Dataset entries
= Beginning of Section =
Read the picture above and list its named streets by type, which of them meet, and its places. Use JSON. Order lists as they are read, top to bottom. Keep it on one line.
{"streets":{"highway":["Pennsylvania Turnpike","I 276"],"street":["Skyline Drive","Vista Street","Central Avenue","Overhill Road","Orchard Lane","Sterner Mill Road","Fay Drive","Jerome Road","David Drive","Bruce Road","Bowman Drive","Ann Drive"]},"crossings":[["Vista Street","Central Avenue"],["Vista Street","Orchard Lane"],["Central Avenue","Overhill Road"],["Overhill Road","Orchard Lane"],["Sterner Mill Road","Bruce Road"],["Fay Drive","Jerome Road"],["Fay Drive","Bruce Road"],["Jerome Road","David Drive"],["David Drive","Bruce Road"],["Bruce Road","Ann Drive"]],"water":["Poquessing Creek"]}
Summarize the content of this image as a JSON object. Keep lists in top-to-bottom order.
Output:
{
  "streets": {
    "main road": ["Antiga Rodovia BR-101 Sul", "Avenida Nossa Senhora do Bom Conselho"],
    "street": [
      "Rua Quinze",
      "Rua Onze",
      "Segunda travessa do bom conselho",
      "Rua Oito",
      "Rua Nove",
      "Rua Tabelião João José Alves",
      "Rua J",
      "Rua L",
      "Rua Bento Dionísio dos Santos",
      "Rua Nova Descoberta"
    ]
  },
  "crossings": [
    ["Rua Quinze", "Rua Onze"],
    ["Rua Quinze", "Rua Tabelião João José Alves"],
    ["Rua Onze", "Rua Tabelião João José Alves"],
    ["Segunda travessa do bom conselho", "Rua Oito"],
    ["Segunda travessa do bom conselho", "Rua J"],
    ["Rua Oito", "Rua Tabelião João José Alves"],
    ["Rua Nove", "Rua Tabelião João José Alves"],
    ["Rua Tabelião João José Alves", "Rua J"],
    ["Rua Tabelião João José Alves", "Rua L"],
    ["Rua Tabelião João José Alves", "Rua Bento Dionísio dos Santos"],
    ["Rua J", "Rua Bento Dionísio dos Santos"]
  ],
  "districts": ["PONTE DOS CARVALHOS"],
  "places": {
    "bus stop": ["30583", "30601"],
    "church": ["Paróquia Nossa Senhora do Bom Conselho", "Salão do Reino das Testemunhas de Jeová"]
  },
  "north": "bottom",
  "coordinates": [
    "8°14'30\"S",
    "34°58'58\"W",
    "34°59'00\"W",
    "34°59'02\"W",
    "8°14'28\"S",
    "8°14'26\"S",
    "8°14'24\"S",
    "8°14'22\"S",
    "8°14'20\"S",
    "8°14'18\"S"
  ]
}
= End of Section =
Task goal:
The output should consist only of the lines from the one with "Summarize the content" through the final line of the records above, exactly.

Result:
Summarize the content of this image as a JSON object. Keep lists in top-to-bottom order.
Output:
{
  "streets": {
    "main road": ["Antiga Rodovia BR-101 Sul", "Avenida Nossa Senhora do Bom Conselho"],
    "street": [
      "Rua Quinze",
      "Rua Onze",
      "Segunda travessa do bom conselho",
      "Rua Oito",
      "Rua Nove",
      "Rua Tabelião João José Alves",
      "Rua J",
      "Rua L",
      "Rua Bento Dionísio dos Santos",
      "Rua Nova Descoberta"
    ]
  },
  "crossings": [
    ["Rua Quinze", "Rua Onze"],
    ["Rua Quinze", "Rua Tabelião João José Alves"],
    ["Rua Onze", "Rua Tabelião João José Alves"],
    ["Segunda travessa do bom conselho", "Rua Oito"],
    ["Segunda travessa do bom conselho", "Rua J"],
    ["Rua Oito", "Rua Tabelião João José Alves"],
    ["Rua Nove", "Rua Tabelião João José Alves"],
    ["Rua Tabelião João José Alves", "Rua J"],
    ["Rua Tabelião João José Alves", "Rua L"],
    ["Rua Tabelião João José Alves", "Rua Bento Dionísio dos Santos"],
    ["Rua J", "Rua Bento Dionísio dos Santos"]
  ],
  "districts": ["PONTE DOS CARVALHOS"],
  "places": {
    "bus stop": ["30583", "30601"],
    "church": ["Paróquia Nossa Senhora do Bom Conselho", "Salão do Reino das Testemunhas de Jeová"]
  },
  "north": "bottom",
  "coordinates": [
    "8°14'30\"S",
    "34°58'58\"W",
    "34°59'00\"W",
    "34°59'02\"W",
    "8°14'28\"S",
    "8°14'26\"S",
    "8°14'24\"S",
    "8°14'22\"S",
    "8°14'20\"S",
    "8°14'18\"S"
  ]
}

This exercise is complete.